### Task objective
What lines in the material hold the string "connections"? Return every one of them.
------ Supplied records ------
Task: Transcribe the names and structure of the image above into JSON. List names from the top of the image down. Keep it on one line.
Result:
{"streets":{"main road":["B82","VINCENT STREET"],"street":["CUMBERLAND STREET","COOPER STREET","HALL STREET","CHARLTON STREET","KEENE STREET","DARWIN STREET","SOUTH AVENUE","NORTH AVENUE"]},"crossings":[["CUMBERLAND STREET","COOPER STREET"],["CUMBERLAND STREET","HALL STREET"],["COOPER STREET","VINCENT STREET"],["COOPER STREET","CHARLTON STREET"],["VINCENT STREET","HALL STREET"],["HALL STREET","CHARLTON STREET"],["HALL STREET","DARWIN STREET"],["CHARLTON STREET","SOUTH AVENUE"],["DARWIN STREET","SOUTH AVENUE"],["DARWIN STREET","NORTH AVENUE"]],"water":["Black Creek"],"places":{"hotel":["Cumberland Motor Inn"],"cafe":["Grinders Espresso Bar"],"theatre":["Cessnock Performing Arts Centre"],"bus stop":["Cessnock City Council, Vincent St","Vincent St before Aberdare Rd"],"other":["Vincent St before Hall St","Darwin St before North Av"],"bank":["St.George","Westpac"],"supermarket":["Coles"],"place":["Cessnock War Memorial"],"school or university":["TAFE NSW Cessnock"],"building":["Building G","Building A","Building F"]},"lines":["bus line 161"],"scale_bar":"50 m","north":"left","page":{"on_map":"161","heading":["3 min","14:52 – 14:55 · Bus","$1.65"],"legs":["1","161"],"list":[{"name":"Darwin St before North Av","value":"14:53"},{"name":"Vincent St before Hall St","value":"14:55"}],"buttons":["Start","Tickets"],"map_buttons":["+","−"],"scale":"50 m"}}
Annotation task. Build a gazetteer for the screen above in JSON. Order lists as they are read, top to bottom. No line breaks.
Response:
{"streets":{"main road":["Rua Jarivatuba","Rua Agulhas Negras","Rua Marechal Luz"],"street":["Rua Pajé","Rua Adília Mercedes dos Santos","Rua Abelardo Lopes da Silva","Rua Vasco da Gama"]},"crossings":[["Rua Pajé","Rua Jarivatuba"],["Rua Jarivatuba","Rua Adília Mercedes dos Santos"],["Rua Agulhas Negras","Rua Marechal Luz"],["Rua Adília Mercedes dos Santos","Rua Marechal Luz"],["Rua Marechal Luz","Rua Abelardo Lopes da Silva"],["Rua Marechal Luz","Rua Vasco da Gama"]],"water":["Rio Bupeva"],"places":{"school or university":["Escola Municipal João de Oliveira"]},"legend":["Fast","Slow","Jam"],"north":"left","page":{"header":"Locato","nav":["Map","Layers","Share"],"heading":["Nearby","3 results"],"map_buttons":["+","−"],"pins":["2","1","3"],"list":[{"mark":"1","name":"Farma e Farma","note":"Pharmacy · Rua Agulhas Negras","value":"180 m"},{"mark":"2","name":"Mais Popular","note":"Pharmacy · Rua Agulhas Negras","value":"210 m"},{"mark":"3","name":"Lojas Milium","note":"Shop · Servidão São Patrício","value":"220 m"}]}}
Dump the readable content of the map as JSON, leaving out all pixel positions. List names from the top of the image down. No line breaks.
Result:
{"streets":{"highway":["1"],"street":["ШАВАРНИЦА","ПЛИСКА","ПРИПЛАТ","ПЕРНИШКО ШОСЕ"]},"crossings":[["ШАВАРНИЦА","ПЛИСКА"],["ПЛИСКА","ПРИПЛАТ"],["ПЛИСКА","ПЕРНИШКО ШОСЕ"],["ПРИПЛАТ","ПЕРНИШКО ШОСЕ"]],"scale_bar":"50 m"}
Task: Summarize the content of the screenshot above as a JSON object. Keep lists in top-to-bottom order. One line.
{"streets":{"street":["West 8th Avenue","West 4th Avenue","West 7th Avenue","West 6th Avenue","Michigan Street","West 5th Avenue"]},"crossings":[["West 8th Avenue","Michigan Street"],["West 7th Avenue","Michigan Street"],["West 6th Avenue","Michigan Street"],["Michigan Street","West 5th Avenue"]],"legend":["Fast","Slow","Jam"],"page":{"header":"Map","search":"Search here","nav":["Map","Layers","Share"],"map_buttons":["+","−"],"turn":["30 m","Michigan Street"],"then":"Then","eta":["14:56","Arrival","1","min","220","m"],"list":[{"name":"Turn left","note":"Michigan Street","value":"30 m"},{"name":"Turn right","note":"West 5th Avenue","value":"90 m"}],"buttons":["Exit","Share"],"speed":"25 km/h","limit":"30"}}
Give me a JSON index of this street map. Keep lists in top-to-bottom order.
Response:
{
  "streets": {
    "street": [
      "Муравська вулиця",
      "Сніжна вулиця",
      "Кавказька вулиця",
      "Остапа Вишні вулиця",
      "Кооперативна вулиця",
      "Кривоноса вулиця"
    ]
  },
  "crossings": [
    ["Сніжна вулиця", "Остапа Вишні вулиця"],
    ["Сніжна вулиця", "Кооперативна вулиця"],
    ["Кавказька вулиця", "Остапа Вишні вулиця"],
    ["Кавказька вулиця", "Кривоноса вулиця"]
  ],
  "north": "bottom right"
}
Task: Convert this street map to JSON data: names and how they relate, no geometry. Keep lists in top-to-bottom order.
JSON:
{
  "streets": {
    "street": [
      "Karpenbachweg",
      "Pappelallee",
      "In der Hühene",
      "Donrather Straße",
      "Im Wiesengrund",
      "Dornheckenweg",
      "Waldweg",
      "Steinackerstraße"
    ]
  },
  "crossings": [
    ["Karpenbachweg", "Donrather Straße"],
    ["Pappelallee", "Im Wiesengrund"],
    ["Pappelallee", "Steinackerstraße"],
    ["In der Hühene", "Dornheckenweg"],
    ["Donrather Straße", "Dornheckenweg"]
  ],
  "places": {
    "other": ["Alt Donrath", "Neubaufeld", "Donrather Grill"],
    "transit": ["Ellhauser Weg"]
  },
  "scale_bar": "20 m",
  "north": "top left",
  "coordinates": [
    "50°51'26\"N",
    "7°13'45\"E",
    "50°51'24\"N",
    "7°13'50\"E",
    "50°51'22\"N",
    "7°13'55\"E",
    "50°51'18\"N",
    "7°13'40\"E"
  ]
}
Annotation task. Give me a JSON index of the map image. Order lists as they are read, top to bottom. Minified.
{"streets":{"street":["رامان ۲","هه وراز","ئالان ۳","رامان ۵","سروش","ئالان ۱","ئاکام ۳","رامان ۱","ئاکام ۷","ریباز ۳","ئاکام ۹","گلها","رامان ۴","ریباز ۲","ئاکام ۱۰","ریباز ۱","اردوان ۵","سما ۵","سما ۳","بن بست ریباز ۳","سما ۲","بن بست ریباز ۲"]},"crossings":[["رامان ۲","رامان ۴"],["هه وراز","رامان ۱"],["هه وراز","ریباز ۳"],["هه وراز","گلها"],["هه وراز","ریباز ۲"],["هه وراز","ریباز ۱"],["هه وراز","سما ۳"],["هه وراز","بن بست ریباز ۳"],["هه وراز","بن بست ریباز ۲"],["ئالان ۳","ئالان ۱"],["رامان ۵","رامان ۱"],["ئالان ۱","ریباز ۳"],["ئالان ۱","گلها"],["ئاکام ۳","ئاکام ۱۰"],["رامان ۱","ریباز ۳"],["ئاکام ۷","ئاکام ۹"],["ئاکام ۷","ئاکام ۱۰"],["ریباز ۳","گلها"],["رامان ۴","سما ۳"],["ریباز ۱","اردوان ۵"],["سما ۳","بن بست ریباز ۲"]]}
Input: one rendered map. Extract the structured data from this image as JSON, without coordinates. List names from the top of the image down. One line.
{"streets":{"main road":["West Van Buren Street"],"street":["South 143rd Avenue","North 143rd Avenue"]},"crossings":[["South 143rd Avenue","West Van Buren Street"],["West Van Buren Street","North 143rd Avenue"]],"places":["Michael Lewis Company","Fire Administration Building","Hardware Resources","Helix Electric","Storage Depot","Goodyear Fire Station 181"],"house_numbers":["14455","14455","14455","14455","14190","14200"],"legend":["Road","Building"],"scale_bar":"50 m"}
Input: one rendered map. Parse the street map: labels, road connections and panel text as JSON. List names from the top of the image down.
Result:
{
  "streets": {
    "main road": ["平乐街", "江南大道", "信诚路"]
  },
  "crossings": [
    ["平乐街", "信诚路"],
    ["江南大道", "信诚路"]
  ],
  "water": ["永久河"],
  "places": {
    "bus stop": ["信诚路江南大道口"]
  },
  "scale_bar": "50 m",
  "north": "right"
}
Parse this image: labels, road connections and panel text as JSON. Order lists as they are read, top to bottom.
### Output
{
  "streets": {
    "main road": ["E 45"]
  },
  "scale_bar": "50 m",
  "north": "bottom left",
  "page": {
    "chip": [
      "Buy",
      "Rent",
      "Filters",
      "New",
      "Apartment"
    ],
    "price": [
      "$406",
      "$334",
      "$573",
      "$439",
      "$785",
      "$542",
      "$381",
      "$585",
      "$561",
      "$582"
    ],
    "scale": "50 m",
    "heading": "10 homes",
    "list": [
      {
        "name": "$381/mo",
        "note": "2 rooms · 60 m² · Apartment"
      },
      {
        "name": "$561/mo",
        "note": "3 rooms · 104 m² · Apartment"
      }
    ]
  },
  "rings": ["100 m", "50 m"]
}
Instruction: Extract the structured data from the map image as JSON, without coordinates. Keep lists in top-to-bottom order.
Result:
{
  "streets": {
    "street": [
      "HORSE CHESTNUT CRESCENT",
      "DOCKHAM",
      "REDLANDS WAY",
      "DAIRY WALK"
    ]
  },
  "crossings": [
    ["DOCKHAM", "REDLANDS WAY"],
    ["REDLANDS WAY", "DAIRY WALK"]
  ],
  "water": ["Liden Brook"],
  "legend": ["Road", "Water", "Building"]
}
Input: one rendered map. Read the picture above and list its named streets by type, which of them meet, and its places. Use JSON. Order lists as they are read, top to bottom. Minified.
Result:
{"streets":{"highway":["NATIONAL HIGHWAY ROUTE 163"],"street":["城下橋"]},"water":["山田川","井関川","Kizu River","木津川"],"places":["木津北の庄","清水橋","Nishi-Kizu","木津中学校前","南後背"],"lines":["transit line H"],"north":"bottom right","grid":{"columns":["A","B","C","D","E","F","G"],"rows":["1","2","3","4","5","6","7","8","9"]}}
------
### Task result
Input: one rendered map. Parse the street map: labels, road connections and panel text as JSON. List names from the top of the image down.
Parse this image: labels, road connections and panel text as JSON. Order lists as they are read, top to bottom.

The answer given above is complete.